What is the main limitation of all resolution techniques?

Lose half of your product

What SN reaction do a) primary, b) secondary, c) tertiary substances form?

a) SN2

b) either but not very well (loser ahh), more likely SN2 though but depends on circumstances

c) SN1

What shape do carbocations form?

can only be planar

How does the planar shape of carbocations impact nucleophilic substitution?

Alkyl substituents can stabilize a carbocation through electron donation when C-H or C-C bonds are parallel to the empty p orbital → forms stable tertiary carbocations for SN1, nucleophile can attack from either plane

What is the stereochemistry of products of a a) SN1 and b) SN2 reaction?

a) racemic mixture

b) inversion (eg. R → S)

What are two reasons methyl and primary alkyl substrates react by SN2?

the carbocation is very unstable

low steric interference allowing the nucleophile to attack from opposite the leaving group

TRUE OR FALSE: Conjugation allows for more products

TRUE, via delocalization of the carbocation/ resonance stabilization of the carbocation allowing more reaction sites (can make a non-tertiary carbocation for SN1)

What makes/are a) excellent, b) good, and c) poor leaving groups?

a) neutral, partial negative charge from lone pair of electrons, single weak bond to carbon; -H₂O, -ROH, -NH₃, -RNH₂, -R₂NH, -H₂S, -RSH

b) stabilized charge; Br^- (halogens), RCO₂^-, RSO₃

c) unstabilized charge eg. RO^-, RN^-H, RS^-

How can pKa be used to determine the strength of a leaving group?

Lower pKa = stronger acid = more stable conjugate base = better leaving group

How can OH, a bad leaving group, be made to leave? (3)

protonation with acid to make H₂O

combination of O with S of P (strong bonds to O)

use of mesylate (MsCl) or tosylate (TsCl) for primary or secondary alcohols; better leaving groups= ROTs/Ms to replace it

How can an ether (R-O-R) be made to react and why does it not usually do so?

they are very stable but can be activated by a protic acid (H from acid joins the lone pair on O, SN2 addition of conjugate base to R leaving group) or Lewis acid

epoxide

highly strained three membered ring

How can ring strain of epoxides be released?

SN2 ring opening via amine RNH₂ nucleophiles

OR H₂O to give 2 OH groups

What makes a a) weak, b) moderate and c) strong nucleophile?

a) neutral, partial negative charge from lone pair of electrons eg.
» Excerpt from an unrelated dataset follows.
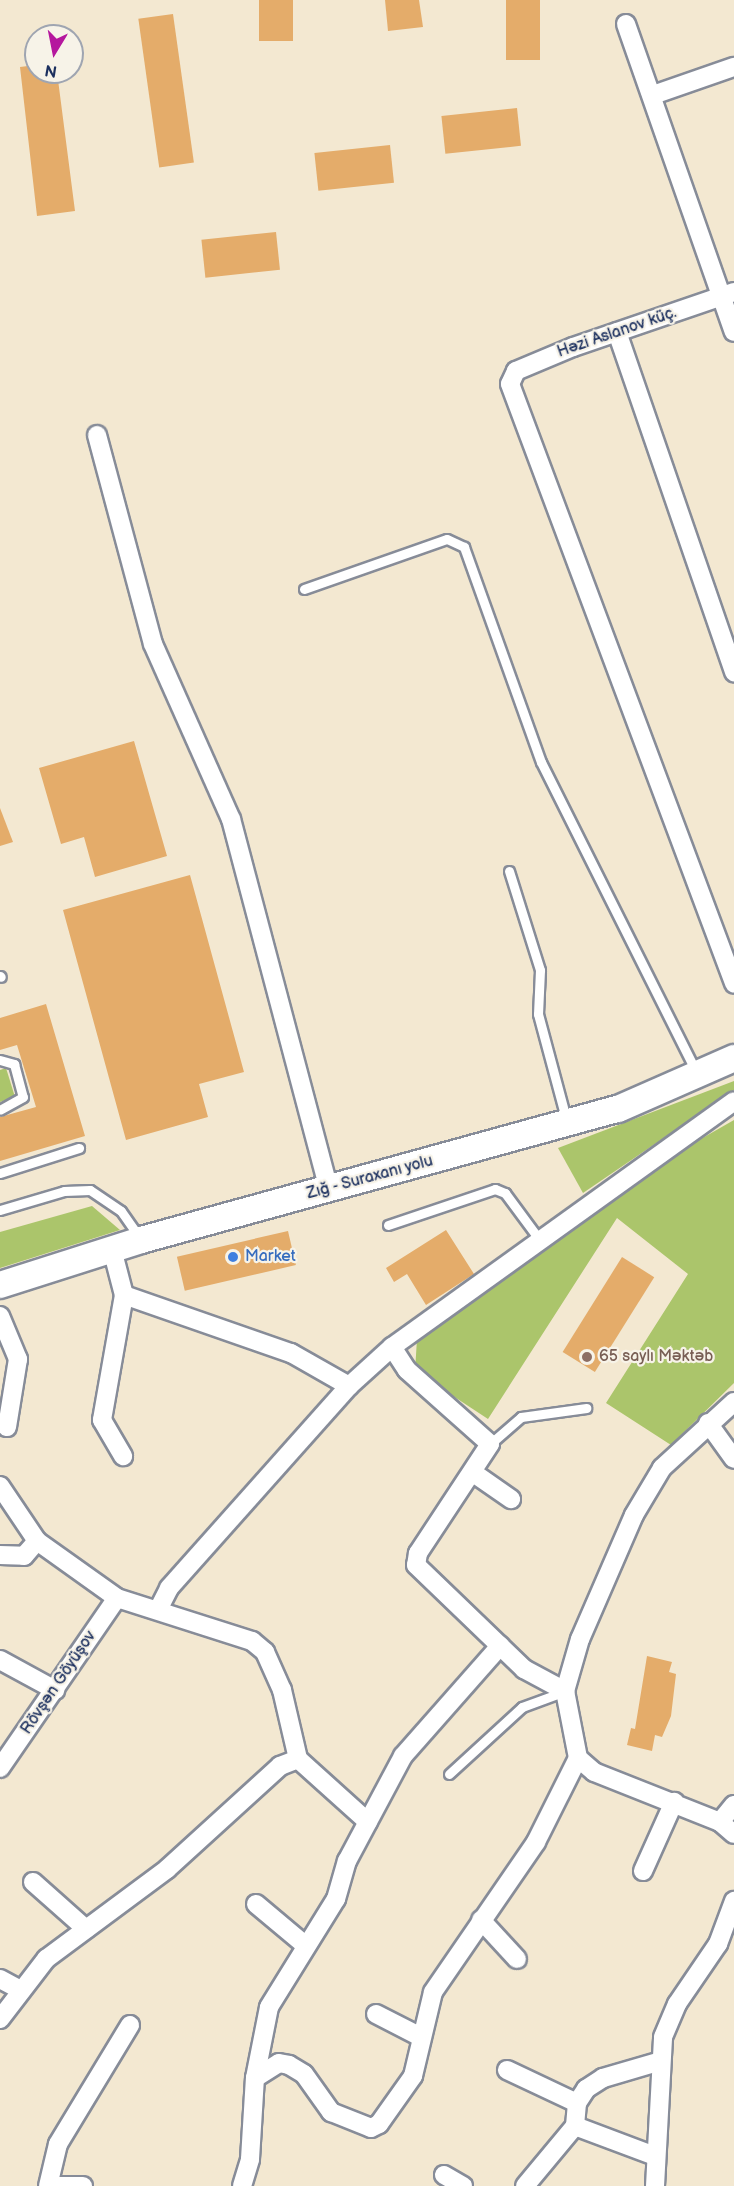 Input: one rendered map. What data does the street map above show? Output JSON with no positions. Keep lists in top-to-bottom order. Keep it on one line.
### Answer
{"streets":{"main road":["Zığ - Suraxanı yolu"],"street":["Həzi Aslanov küç.","Rövşən Göyüşov"]},"places":["Market","65 saylı Məktəb"],"north":"bottom"}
H₂Ö: . single weak bond to carbon

b) stabilized charge eg. Br^-

c) unstabilized charge eg. RO^-

*same groups as leaving group but opposite strength

What type of nucleophile favours an a) SN1 and b) SN2 reaction?

a) weak

b) strong

Why are reactions between NH₃ and alkyl halides unselective?

the primary amine product is at least as nucleophilic as NH₃, so it can also react with the alkyl halide

How would an amine (NH₂) be added to an alkyl halide in a nucleophilic substitution?

1. R-X + NaN₃ → R-N₃

2. R-N₃ —LiAlH₄→ R-NH₂

TRUE OR FALSE: both SN1 and SN2 reactions require a polar solvent

TRUE

What kind of solvent favours a) SN1 and b) SN2 reactions?

a) polar protic

b) polar aprotic

What is the use of solvent in a) SN1 and b) SN2 reactions?
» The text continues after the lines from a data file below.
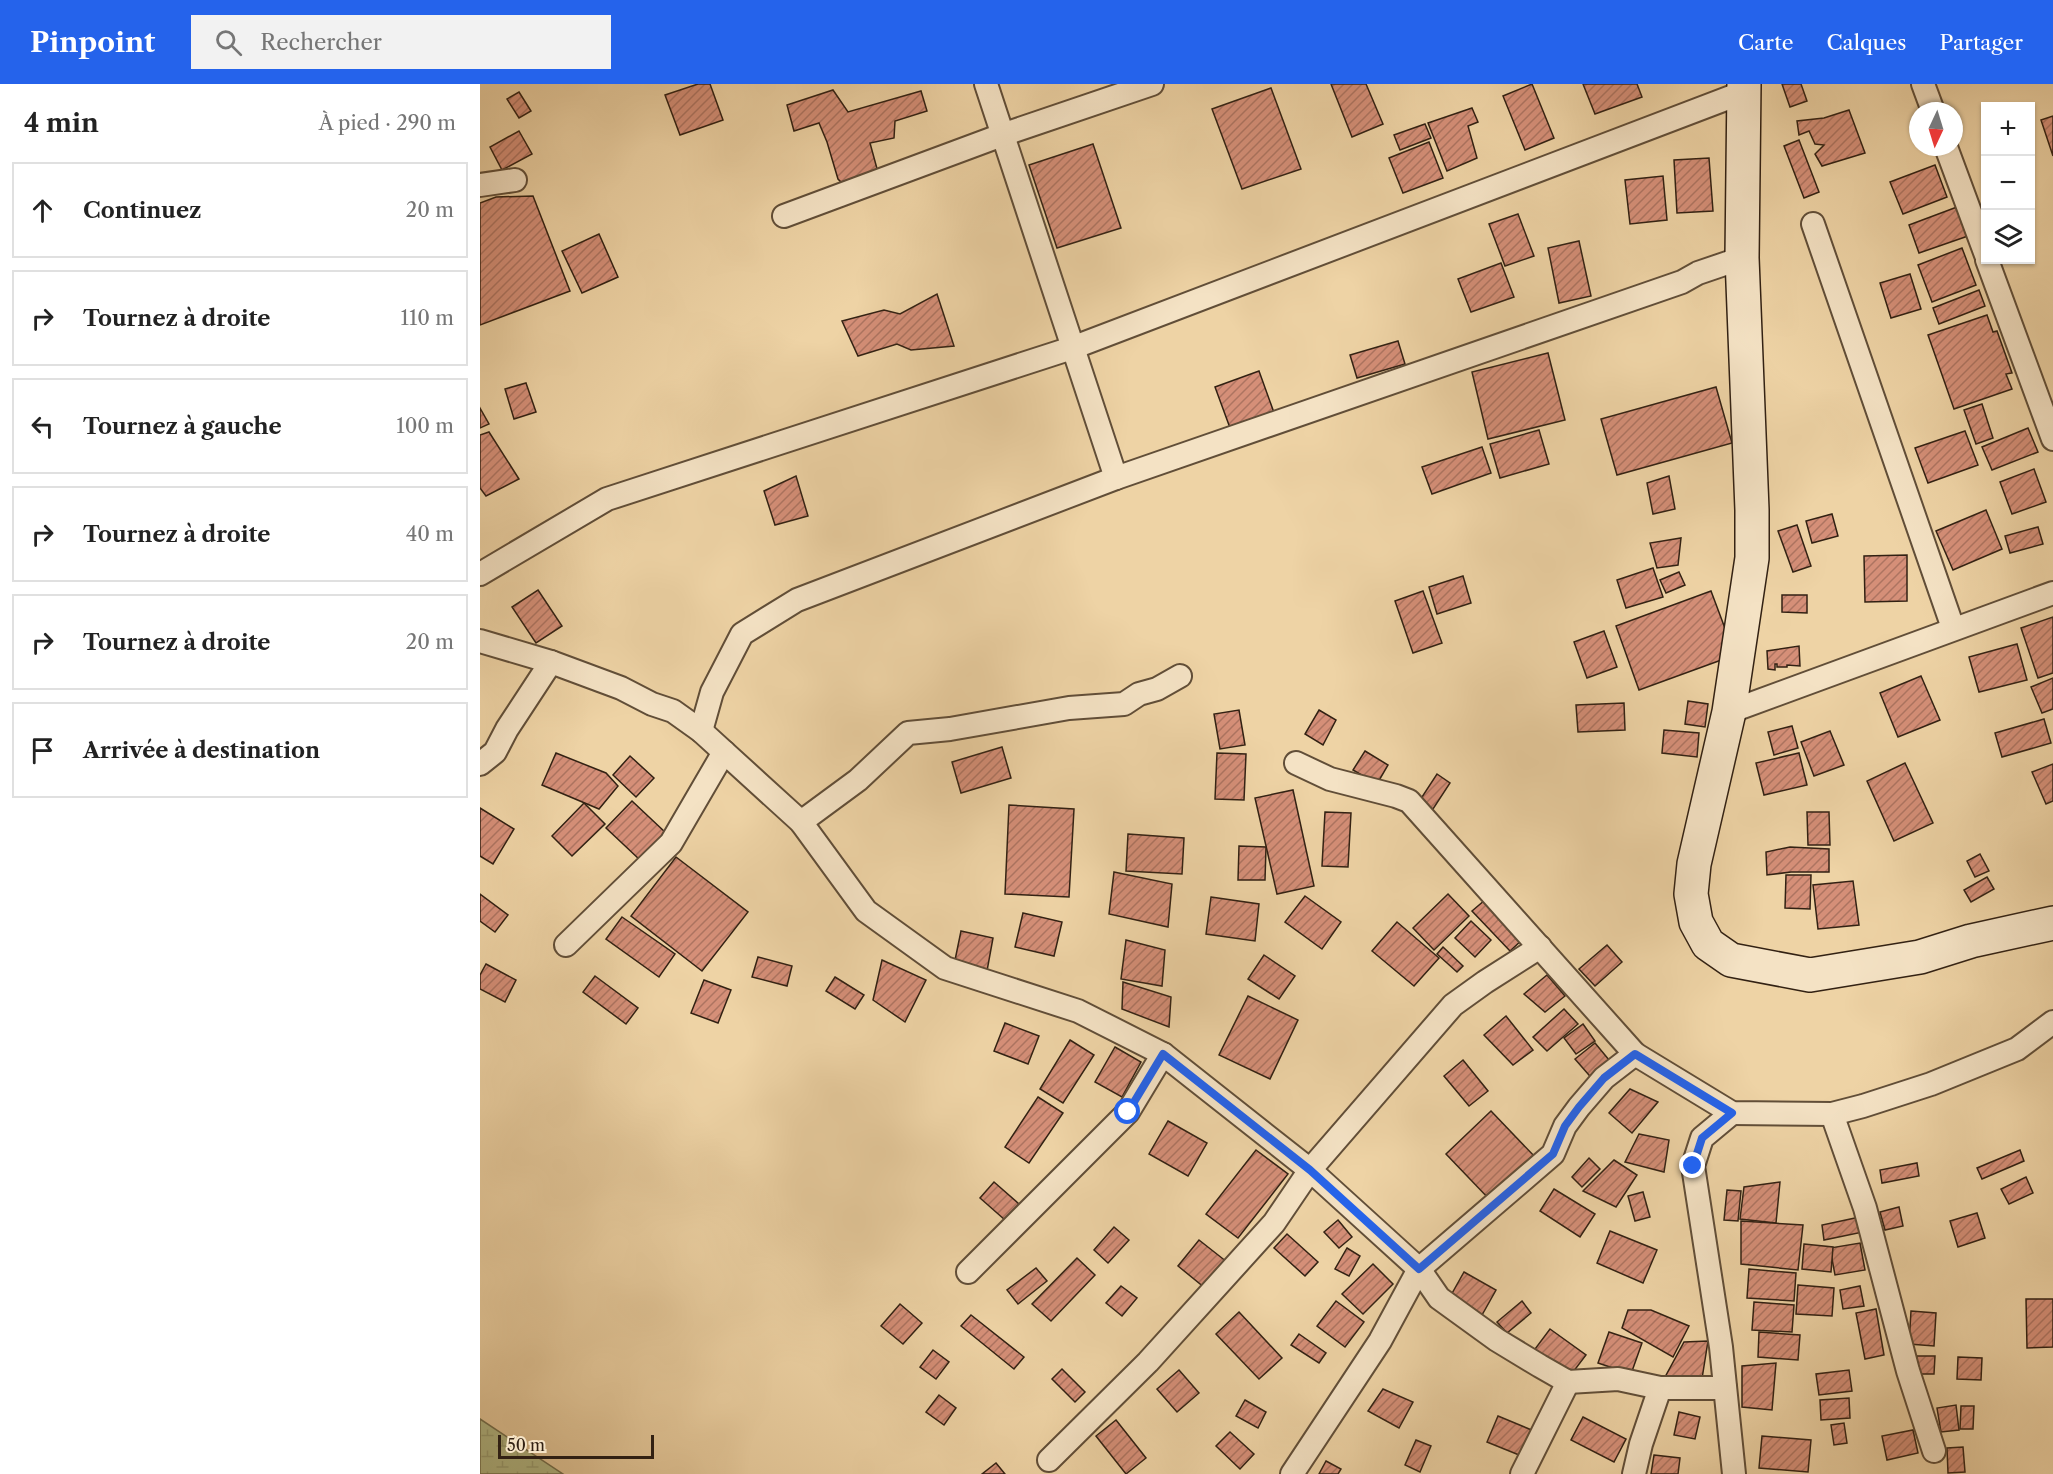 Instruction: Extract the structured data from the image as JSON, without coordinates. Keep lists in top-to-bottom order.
{
  "scale_bar": "50 m",
  "north": "bottom",
  "page": {
    "header": "Pinpoint",
    "search": "Rechercher",
    "nav": ["Carte", "Calques", "Partager"],
    "heading": ["4 min", "À pied · 290 m"],
    "map_buttons": ["+", "−"],
    "list": [
      ["Continuez", "20 m"],
      ["Tournez à droite", "110 m"],
      ["Tournez à gauche", "100 m"],
      ["Tournez à droite", "40 m"],
      ["Tournez à droite", "20 m"],
      "Arrivée à destination"
    ],
    "scale": "50 m"
  }
}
a) stabilize carbocation intermediate

b) dissolve nucleophile

What is a a) polar protic solvent and b) what are some common examples (3)?

a) has hydrogen attached to an electronegative atom ie. O or N

b) H₂O, MeOH, EtOH

What is a a) polar aprotic solvent and b) what are some common examples (4)?

a) no protons attached to electronegative atoms

b) DME, acetone, DMSO, DMF

Why is polar aprotic better for SN2?

Polar aprotic solvents do not form strong solvent shells around nucleophiles, allowing the nucleophile to attack unhindred

TRUE OR FALSE: rotation around a single bond produces a diastereomer of the molecule

FALSE: it is the same atom! just a different conformation

What is the difference between a configuration and a conformation?

configurations are stereoisomers and bonds need to be broken to interconvert them, conformations are the same molecule and can be interconverted by rotation around a single bond

Which conformation of a Newman projection is a) higher in energy and b) lower in energy?

a) eclipsed

b) staggered

torsional strain

a property of conformations in which the dihedral angle between adjacent bonds is other than 60° (in which case it is 0)

Why do eclipsed bonds produce more torsional strain?

electron repulsion and steric interference

What is the energy range for the barriers for rotations about most single bonds?

12-21 kJ/mol

Name the conformations of the methyl groups (1 to 4 left to right)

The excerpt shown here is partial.